I'm a great believer in the notion of the 'life of the mind', but if there's one thing I lack in this direction it's the stamina for doing genuinely sustained hard thinking. I'm referring to the kind of thing that involves relentlessly close study of conceptually demanding material to the point that one achieves some kind of mastery over it - like grasping a particularly dense paragraph of Kant at his thorniest. (Mind you, that's not such a good example as that might just be beyond any mortal.) Over the last couple of years or so I've come to recognise this deficiency in myself and developed something of a tendency to keep telling myself I need seriously to do something about it.
To this end, if I recall rightly, I was intending to get to grips with some heavy duty philosophy last year by reading and thoroughly assimilating (as it were) Ed Feser's Philosophy of Mind (A Beginner's Guide.) Read it I did; assimilate it, not so much. Just too darned lazy and, worryingly, possibly too darned stupid. Anyway, I told myself that one day I'd give it another go, and put it somewhere at the back of my mind.

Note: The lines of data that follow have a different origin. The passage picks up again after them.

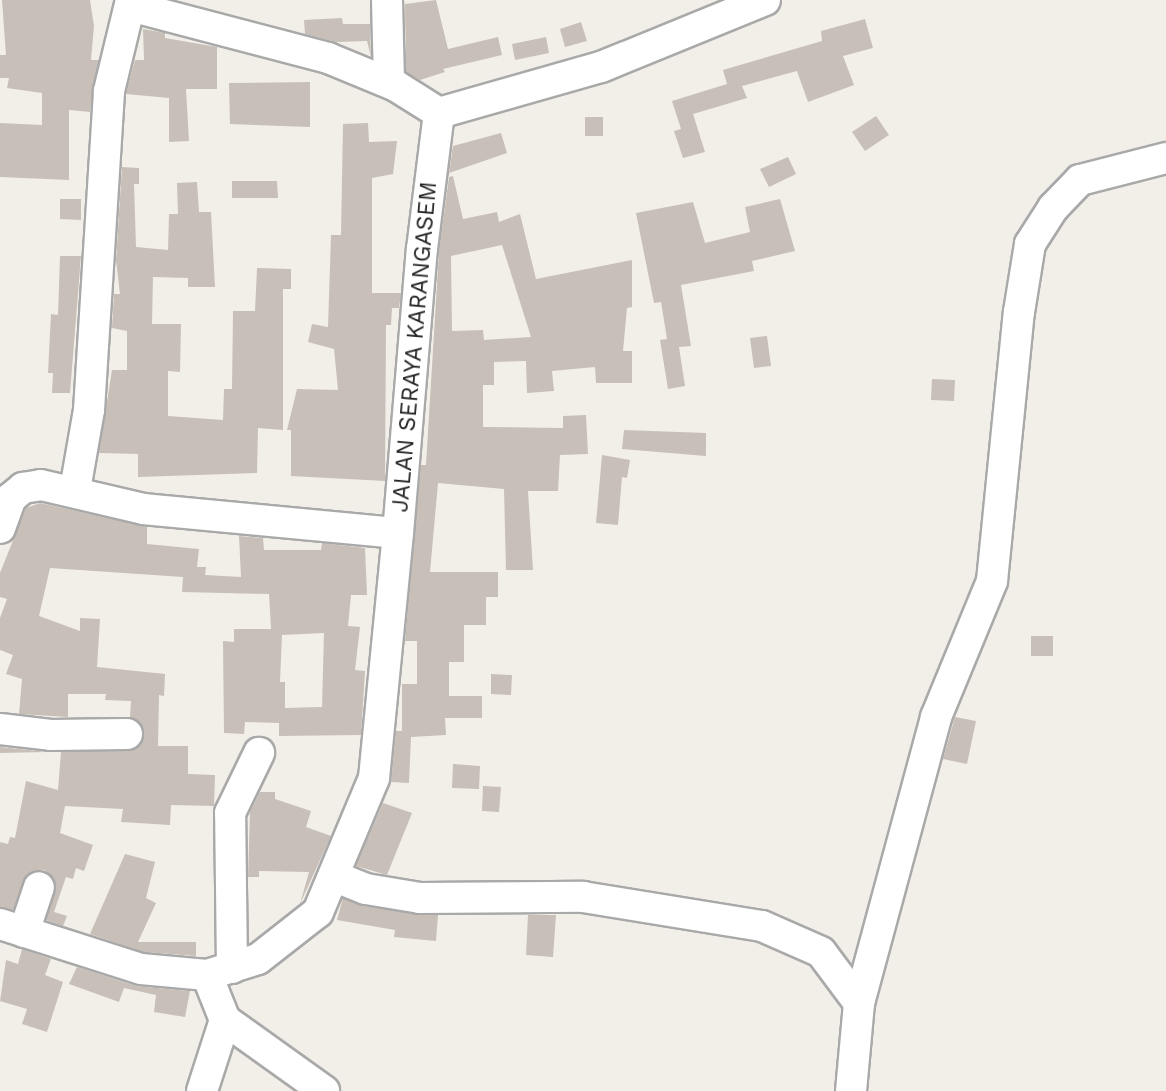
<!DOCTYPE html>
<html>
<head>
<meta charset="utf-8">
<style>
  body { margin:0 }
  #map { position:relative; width:1166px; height:1091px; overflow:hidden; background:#f2efe9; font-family:"Work Sans",sans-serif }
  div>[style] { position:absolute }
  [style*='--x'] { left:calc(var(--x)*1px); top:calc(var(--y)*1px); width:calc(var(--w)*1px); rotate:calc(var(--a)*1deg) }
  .building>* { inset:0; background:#c7bfb8 }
  .roads { filter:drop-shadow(2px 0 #a9a9a9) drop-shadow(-2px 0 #a9a9a9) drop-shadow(0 2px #a9a9a9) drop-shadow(0 -2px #a9a9a9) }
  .minor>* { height:30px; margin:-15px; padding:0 15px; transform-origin:15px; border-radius:15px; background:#fff }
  span { translate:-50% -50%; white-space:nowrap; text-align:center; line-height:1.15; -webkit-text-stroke:5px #fff; paint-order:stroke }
  .street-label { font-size:23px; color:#222 }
</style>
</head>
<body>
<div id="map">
  <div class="building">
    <div style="clip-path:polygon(2px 0,90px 0,94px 26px,91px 60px,99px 60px,90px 112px,69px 110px,69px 180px,0 177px,0 123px,42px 125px,42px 93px,7px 88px,9px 78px,0 78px,0 55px,6px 55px)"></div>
    <div style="clip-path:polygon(436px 0,448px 49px,498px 37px,502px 55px,443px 69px,445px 72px,420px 80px,406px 72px,405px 4px)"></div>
    <div style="clip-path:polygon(342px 18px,343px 24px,370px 24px,371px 57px,367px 41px,336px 42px,305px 34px,304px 20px)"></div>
    <div style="clip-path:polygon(865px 19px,873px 48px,843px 56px,854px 85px,808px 102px,797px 71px,742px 86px,747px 98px,693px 114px,705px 152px,683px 158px,674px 131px,681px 129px,672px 101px,727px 84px,723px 70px,822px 41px,821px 31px)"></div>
    <div style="clip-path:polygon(581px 22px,587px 41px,565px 47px,560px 29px)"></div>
    <div style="clip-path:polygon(143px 29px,165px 33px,165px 38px,217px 47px,217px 89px,186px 89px,189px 141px,169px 142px,169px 98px,126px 94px,135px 60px,144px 60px)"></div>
    <div style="clip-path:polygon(546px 37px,549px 53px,515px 60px,512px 44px)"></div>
    <div style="clip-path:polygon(310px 82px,310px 127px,230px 124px,229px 83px)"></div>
    <div style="clip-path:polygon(876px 116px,889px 135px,865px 151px,852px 132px)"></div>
    <div style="clip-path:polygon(585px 117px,603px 117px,603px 136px,585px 136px)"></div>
    <div style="clip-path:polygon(368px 123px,369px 142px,397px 141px,393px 174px,372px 178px,372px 293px,401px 293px,399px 308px,392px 308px,391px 325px,386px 325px,385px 481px,291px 476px,291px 430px,287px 430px,297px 389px,338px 390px,334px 349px,308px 342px,312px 324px,328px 327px,331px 235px,341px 235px,343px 124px)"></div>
    <div style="clip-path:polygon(501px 133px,507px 153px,449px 173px,453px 146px)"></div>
    <div style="clip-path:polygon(788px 157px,796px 174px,769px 187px,760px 169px)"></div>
    <div style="clip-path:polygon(122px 167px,139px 168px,139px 184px,134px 184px,136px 247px,168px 250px,169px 214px,178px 214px,177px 183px,197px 182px,199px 212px,211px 212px,215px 287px,188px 287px,188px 278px,153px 277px,152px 324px,181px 324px,180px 372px,168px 371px,168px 416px,223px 420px,224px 389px,232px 389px,233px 311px,255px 311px,257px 268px,291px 269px,291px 289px,283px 289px,283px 430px,258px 428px,257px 473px,138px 477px,138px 454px,99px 453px,112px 370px,127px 370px,127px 331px,112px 328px,114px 294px,120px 294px,116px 260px)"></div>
    <div style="clip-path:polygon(evenodd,453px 176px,463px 219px,497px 212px,499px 222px,520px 214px,536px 279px,632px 260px,632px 307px,627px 308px,623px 351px,632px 351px,632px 383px,596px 383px,595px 367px,552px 371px,554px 391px,527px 393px,526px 361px,494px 362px,494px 385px,483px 385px,483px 427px,563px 428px,563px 416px,586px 415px,588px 454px,560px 455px,558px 491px,528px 491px,533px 570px,506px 570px,504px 489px,438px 483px,430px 572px,498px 572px,498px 597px,486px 597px,486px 625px,464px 625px,464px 662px,449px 662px,449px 696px,482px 696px,482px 718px,445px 718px,446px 735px,411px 737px,409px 783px,391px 782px,396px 731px,402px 731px,402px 684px,417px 684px,417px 641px,405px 641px,421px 465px,426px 465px,439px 251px,449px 177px,453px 176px,502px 245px,531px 337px,484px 340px,483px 330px,452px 331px,451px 256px,502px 245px)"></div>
    <div style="clip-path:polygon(232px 181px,277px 181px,278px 198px,232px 198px)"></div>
    <div style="clip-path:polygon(60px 199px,81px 199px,81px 220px,60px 219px)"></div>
    <div style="clip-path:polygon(780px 199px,795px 251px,752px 261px,754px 271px,681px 285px,691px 346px,679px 347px,685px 386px,668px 389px,660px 340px,667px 339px,661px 302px,654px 303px,636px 213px,693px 202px,705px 243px,750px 232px,745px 207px)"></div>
    <div style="clip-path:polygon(60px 256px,81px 256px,70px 393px,52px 393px,53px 373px,48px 373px,51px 314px,58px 315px)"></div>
    <div style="clip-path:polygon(767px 336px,771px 366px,754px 368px,750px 338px)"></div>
    <div style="clip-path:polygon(932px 379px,955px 380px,954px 401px,931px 400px)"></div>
    <div style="clip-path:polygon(624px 430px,706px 433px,706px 456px,622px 449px)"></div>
    <div style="clip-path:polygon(602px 455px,630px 460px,627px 478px,622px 477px,618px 525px,596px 523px)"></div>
    <div style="clip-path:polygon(evenodd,40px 503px,147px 527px,147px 544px,199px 549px,197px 567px,206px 567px,205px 575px,241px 577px,239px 536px,263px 538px,264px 550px,321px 550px,322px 543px,365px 548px,367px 595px,351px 595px,348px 626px,360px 627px,355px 670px,365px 671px,361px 735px,279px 736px,279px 723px,245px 722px,244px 734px,224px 733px,223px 641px,234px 642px,234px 629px,271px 629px,269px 594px,182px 592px,183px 577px,50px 568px,39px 616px,80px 631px,80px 618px,100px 619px,97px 667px,165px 674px,164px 696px,159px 695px,158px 746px,188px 746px,188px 774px,215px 775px,214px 806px,171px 805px,170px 825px,121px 822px,123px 809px,65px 806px,60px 833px,93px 845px,84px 871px,76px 868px,73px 879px,66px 877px,54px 912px,67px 916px,63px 926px,46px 920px,56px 884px,44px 870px,27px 874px,13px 910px,0 907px,0 842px,8px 844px,10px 837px,15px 838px,26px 781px,58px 790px,61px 752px,128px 751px,142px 743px,144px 733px,142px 725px,130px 717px,131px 701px,105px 700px,106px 694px,68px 694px,68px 717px,19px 714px,22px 679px,6px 674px,13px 655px,0 650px,0 618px,7px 599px,0 597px,0 573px,26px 508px,40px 503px,324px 633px,322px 707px,285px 708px,285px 682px,280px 682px,282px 635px,324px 633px)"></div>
    <div style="clip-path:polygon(1031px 636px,1053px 636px,1053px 656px,1031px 656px)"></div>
    <div style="clip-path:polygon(491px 674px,512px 675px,511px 695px,491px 694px)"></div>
    <div style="clip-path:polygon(955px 717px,976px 721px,967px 764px,943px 759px)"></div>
    <div style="clip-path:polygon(0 747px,47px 752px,0 753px)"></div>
    <div style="clip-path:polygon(453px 764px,480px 766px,479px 789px,452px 788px)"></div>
    <div style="clip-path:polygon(483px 786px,501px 787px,499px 812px,482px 811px)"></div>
    <div style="clip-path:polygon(260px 792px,275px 792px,275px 799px,311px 811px,306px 827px,331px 836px,300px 904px,309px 872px,259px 871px,259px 877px,248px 877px,250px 812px)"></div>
    <div style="clip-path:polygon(383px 803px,412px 813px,387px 875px,356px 866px)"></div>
    <div style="clip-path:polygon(125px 854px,155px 862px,146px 898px,156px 903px,138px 942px,196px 942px,196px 956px,144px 952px,90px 934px)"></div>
    <div style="clip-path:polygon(343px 898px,363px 906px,438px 915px,436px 941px,394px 937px,395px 930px,337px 920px)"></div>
    <div style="clip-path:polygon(528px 915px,556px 915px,553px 957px,526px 955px)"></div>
    <div style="clip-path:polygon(22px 949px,51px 959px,45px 975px,63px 982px,47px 1032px,22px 1024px,27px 1009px,0 1001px,6px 960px,18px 964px)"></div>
    <div style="clip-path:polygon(77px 967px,136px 986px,190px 991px,185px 1017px,154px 1012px,156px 995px,124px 988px,119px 1002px,69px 984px)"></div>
  </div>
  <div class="roads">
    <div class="minor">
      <div style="--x:387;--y:0;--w:82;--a:88.6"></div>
      <div style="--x:130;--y:6;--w:205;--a:14.7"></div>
      <div style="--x:328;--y:58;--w:74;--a:22.4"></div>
      <div style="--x:396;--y:86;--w:51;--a:32.1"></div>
      <div style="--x:439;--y:113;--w:168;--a:-15.9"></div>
      <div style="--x:601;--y:67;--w:177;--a:-22.2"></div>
      <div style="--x:75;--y:490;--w:81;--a:-80.1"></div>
      <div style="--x:89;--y:410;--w:320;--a:-86.4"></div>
      <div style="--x:109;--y:91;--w:94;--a:-76.4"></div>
      <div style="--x:0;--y:528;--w:32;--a:-70"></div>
      <div style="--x:11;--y:498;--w:16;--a:-40"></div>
      <div style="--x:23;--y:488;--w:18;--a:-9"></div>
      <div style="--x:41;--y:485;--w:105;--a:13.2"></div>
      <div style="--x:143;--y:509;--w:256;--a:5.4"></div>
      <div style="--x:398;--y:533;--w:285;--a:-85.2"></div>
      <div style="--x:422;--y:249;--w:137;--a:-82.9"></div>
      <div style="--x:0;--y:729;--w:51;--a:6.7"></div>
      <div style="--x:51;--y:735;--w:76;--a:-0.8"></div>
      <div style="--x:336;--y:877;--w:32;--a:22"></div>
      <div style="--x:366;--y:889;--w:55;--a:9.5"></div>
      <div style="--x:420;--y:898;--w:163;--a:-0.4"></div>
      <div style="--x:583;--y:897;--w:181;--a:9.2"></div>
      <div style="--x:762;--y:926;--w:64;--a:23.8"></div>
      <div style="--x:821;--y:952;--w:64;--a:53.3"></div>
      <div style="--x:0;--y:924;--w:148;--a:17.7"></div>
      <div style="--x:141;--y:969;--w:66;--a:5.2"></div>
      <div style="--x:207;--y:975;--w:53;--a:-17.4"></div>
      <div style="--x:258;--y:959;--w:76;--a:-38.1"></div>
      <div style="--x:318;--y:912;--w:145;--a:-67.3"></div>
      <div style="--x:374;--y:778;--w:246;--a:-84.4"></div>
      <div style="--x:24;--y:932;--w:47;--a:-71.6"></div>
      <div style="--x:232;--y:968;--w:155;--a:-90.7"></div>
      <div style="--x:230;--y:813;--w:67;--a:-64.2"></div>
      <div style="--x:207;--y:975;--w:48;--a:68.2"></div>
      <div style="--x:225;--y:1020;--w:122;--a:35.6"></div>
      <div style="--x:202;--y:1091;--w:75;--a:-72.1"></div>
      <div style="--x:851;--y:1091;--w:88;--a:-84.8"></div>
      <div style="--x:859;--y:1003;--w:296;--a:-74.9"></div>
      <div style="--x:936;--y:717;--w:147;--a:-67.6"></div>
      <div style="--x:992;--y:581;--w:270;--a:-84.3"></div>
      <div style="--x:1019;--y:312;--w:69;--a:-80.8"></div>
      <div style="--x:1030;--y:244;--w:43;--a:-57.4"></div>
      <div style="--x:1053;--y:208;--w:39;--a:-46"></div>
      <div style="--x:1080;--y:180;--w:89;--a:-14.3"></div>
    </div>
  </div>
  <div class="street-label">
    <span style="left:415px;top:347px;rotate:-85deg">JALAN SERAYA KARANGASEM</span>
  </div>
</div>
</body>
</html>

More recently I got hold of Prof Feser's Aquinas and The Last Superstition, thinking that I really need to get to grips with his argument that Aquinas's five ways of proving the existence of God are valid. After all, as a theist shouldn't I have reason on my side? Well, I do think I have, but find it difficult to clearly articulate why. I read Aquinas last week, but I'm afraid managed to follow only about fifty per cent of the argument, though what I did follow was powerfully convincing stuff. I'm now about two-thirds of the way through The Last Superstition, an at times hilarious polemic against the New Atheists, and, again, following the hard arguments with some degree of clarity, but not enough to count as really grasping the case being made in its entirety.
So this is what I'm going to do. I'll finish The Last Superstition and continue to enjoy the excellent jokes. Then it'll be back to Philosophy of Mind and Aquinas with the intent of knowing exactly why Reason tells us that God exists. Pretty hard, eh? You can't say I lack ambition.